A few weeks ago Sweden deported a woman to the east African country, despite warnings from the UN and Amnesty International that nobody should be forced to return there. Sweden's policy until now was not to send people to Eritrea.

Most European countries do not forcibly send people back to Eritrea, although Germany sent an asylum seeker back there two years ago and the UK deported one person in the autumn. Amnesty reports that both were jailed on their return.

"The human rights situation in Eritrea is currently very serious," said Madelaine Seidlitz, Amnesty's refugee and migration expert.

"We have so many reports of people who are sent back being arrested and subjected to torture, so we think it is quite inappropriate and in contravention of the Refugee Convention to force someone to return," she said.
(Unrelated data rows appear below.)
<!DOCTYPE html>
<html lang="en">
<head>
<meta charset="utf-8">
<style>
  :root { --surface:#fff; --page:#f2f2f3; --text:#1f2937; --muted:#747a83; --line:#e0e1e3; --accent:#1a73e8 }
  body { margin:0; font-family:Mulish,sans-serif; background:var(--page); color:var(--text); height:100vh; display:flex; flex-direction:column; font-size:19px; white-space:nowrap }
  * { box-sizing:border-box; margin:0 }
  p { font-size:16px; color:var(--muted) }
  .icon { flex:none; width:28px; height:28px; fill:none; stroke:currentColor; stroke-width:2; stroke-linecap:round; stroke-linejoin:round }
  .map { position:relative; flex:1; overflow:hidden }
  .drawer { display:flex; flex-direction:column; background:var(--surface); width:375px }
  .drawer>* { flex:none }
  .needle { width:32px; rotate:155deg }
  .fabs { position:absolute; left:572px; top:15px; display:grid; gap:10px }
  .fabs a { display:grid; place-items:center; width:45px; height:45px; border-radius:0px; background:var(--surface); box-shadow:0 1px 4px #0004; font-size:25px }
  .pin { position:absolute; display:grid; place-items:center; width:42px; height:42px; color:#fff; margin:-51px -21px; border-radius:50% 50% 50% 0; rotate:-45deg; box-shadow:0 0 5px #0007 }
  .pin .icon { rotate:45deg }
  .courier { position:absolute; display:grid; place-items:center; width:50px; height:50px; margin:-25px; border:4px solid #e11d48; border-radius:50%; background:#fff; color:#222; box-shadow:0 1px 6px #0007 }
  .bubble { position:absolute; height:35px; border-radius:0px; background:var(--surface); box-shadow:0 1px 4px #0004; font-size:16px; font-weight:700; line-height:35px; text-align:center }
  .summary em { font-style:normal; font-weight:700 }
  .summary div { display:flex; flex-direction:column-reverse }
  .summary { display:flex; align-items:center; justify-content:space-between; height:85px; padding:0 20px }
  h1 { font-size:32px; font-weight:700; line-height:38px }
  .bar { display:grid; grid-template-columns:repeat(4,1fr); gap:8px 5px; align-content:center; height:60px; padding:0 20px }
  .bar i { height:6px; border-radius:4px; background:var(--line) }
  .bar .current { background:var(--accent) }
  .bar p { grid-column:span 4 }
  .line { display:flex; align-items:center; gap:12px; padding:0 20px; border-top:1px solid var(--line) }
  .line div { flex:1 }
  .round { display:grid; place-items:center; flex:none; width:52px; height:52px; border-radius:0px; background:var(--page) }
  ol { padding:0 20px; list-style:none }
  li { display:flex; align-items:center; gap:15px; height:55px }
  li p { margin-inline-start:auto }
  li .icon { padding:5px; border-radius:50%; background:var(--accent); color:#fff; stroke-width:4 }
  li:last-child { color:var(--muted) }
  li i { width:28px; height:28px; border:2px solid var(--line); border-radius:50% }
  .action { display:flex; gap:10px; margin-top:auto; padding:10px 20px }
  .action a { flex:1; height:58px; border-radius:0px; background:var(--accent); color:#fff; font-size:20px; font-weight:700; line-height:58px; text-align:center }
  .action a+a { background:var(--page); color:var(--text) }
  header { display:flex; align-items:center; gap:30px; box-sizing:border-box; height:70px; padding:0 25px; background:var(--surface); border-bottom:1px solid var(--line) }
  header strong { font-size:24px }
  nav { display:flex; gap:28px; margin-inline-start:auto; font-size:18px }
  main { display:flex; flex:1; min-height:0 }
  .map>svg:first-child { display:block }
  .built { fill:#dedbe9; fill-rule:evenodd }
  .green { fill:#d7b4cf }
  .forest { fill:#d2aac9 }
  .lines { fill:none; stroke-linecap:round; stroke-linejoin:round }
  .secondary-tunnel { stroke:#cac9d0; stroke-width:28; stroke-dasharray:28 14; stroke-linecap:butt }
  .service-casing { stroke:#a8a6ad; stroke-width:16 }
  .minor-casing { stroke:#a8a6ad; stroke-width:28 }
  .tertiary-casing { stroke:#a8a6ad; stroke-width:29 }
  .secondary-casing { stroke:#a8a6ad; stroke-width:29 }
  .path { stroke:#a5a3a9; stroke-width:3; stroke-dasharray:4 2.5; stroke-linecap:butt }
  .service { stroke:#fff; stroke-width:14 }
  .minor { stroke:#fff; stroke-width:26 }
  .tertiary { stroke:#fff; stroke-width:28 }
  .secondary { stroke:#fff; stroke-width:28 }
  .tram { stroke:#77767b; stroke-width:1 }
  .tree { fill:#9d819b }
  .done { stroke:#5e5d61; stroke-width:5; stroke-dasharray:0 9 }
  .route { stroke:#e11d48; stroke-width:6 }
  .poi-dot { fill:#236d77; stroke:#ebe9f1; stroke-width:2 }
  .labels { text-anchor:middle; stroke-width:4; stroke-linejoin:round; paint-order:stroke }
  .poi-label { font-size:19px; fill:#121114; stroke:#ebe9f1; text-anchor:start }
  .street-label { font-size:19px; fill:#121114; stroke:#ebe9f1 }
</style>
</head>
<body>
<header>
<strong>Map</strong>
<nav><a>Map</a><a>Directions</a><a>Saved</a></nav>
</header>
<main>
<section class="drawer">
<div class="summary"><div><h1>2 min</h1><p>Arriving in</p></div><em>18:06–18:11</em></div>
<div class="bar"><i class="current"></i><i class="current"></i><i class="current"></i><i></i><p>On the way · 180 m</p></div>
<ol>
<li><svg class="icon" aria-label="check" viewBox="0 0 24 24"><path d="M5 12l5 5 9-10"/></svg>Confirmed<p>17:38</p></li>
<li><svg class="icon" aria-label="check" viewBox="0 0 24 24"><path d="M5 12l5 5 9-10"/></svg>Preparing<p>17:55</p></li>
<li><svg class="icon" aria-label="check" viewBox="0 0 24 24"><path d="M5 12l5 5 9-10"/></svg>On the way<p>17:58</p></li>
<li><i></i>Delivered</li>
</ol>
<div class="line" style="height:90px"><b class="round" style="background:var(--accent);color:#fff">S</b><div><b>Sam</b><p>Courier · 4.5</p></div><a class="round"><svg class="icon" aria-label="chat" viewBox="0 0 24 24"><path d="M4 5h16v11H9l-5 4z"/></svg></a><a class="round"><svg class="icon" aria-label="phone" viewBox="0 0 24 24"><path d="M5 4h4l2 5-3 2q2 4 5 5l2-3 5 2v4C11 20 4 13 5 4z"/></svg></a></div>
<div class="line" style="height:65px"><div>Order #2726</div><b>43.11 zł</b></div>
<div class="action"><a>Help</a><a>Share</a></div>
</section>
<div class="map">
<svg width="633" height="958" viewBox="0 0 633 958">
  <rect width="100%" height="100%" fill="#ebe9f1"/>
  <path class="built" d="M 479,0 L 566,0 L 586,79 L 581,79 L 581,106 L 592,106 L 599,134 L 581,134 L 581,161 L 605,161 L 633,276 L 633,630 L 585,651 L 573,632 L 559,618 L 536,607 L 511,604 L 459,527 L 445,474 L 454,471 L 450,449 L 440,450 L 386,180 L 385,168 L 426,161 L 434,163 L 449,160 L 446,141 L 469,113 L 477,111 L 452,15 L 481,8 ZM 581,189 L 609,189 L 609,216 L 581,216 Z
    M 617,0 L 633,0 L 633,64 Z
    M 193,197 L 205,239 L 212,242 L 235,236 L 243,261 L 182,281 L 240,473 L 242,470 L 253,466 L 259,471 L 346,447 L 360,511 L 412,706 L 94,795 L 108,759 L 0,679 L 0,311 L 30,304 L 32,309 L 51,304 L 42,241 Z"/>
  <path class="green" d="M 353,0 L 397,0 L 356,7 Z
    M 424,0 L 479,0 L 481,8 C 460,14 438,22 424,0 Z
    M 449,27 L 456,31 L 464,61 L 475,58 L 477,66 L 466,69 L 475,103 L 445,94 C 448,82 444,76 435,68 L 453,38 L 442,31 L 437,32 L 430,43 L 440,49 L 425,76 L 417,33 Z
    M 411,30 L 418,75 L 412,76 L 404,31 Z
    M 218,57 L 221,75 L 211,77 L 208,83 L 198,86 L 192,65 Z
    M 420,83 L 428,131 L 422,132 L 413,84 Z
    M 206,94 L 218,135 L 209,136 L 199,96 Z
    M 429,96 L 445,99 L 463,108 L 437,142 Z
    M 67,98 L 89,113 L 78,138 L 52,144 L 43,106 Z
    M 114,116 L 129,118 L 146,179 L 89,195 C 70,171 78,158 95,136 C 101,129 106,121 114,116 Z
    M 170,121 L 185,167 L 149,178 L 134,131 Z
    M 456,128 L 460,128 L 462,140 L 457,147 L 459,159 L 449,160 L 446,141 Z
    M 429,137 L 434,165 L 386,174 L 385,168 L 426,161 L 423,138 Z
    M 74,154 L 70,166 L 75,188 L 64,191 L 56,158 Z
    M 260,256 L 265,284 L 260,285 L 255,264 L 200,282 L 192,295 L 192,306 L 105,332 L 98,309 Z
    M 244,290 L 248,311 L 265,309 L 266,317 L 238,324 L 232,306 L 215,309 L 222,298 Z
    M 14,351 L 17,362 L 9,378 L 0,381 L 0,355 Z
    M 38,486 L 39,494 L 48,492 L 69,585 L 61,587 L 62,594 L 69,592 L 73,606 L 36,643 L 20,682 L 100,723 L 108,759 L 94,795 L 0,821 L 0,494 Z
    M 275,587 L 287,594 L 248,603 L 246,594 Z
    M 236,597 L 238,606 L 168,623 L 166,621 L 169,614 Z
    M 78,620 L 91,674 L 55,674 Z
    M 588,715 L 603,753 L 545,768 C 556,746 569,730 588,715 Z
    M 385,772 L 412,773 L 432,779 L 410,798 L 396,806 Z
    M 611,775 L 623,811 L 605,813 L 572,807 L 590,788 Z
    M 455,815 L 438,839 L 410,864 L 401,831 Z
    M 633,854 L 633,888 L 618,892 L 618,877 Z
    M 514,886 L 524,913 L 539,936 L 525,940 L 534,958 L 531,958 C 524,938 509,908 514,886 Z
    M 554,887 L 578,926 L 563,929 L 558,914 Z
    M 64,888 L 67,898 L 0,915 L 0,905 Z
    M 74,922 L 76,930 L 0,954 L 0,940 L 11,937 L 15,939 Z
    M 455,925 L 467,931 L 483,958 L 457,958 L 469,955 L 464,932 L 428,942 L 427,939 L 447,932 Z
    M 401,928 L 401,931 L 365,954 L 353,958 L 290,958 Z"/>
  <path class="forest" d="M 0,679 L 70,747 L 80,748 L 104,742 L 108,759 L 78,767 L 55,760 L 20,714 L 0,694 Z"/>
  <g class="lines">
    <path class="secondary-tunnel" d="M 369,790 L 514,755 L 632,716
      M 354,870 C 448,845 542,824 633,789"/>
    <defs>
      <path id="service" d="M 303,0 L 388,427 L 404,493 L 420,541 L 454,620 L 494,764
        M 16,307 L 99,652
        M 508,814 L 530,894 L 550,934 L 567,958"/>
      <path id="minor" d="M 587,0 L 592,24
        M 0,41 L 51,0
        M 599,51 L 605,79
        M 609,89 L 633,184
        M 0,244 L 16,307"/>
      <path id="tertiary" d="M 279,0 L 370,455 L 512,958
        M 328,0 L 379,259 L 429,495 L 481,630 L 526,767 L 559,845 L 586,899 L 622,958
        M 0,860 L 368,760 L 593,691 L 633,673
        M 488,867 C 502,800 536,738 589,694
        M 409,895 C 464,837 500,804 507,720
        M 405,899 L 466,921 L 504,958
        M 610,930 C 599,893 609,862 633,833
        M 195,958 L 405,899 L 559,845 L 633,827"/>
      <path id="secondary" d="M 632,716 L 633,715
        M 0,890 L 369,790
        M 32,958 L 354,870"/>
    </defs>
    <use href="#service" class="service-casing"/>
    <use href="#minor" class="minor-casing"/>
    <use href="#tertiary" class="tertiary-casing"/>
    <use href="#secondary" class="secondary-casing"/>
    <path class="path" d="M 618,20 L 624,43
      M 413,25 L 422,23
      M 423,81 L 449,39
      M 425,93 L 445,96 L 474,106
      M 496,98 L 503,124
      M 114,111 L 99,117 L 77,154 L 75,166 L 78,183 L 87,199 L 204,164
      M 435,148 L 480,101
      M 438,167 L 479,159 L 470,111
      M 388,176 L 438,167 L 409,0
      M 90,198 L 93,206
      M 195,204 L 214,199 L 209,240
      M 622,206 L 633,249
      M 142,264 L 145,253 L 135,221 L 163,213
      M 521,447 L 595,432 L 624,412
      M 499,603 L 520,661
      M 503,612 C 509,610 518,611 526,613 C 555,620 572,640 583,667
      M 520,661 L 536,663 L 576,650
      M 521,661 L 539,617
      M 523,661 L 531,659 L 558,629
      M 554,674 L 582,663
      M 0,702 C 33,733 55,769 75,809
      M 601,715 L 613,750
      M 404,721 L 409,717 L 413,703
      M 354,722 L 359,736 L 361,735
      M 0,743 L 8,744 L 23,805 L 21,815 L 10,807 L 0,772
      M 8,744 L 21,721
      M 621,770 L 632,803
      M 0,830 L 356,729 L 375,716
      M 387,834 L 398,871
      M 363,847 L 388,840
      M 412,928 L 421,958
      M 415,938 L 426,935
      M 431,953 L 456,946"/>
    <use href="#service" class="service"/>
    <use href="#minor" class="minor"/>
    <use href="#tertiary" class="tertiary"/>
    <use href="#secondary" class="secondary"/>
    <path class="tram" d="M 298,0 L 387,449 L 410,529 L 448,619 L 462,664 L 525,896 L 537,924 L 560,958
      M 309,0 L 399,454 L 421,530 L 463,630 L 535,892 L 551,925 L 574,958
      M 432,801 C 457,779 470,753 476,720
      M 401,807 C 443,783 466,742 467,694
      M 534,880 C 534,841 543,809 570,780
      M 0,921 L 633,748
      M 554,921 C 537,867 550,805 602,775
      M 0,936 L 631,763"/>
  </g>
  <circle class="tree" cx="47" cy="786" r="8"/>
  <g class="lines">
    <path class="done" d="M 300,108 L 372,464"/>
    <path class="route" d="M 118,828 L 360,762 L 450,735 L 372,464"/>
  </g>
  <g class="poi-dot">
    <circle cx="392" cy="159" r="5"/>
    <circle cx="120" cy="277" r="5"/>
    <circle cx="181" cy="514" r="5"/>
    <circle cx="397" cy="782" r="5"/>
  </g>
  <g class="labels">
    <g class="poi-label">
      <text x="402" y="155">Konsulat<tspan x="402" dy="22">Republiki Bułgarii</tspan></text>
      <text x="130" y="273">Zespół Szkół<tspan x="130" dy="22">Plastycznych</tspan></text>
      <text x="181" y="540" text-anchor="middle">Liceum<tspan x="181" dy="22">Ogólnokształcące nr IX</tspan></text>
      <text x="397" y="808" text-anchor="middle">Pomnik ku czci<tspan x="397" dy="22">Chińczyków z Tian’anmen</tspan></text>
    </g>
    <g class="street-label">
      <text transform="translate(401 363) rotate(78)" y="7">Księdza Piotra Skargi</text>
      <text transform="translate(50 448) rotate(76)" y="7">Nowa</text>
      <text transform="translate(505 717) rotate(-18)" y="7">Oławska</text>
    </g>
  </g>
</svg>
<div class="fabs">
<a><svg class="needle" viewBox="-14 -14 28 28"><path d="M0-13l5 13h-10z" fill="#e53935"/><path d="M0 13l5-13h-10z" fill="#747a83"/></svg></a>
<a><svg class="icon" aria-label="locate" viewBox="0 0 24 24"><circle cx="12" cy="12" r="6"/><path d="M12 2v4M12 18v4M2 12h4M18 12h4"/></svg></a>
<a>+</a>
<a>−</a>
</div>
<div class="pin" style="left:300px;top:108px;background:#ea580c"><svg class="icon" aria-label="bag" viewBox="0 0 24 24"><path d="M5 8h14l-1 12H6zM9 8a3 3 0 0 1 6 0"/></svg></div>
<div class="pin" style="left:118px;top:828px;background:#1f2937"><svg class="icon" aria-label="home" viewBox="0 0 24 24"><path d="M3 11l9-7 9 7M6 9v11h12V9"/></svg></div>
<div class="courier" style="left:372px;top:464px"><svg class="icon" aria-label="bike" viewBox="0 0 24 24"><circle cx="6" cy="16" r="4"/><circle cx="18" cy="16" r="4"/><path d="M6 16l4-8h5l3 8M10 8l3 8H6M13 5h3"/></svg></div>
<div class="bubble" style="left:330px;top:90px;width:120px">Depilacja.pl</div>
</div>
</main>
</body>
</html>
The Swedish Board of Migration says the general situation in Eritrea is not considered a basis for residency in Sweden. It added that the individual circumstances in the man's case were not strong enough to warrant an exception.

Some 878 Eritreans came to Sweden last year, according to Migration Board statistics.

Under the government of President Isaias Afwerki, the country's international standing has plunged to new depths.

National elections due to be held in 1997 have been postponed until the resolution of the intractable border conflict with Ethiopia, government critics have been arrested and held without trial and the US declared Eritrea a 'country of particular concern' for its record of religious persecution.

All privately owned media was shut down in 2001, and last year Reporters Without Borders declared the country bottom in the world for its record on press freedom.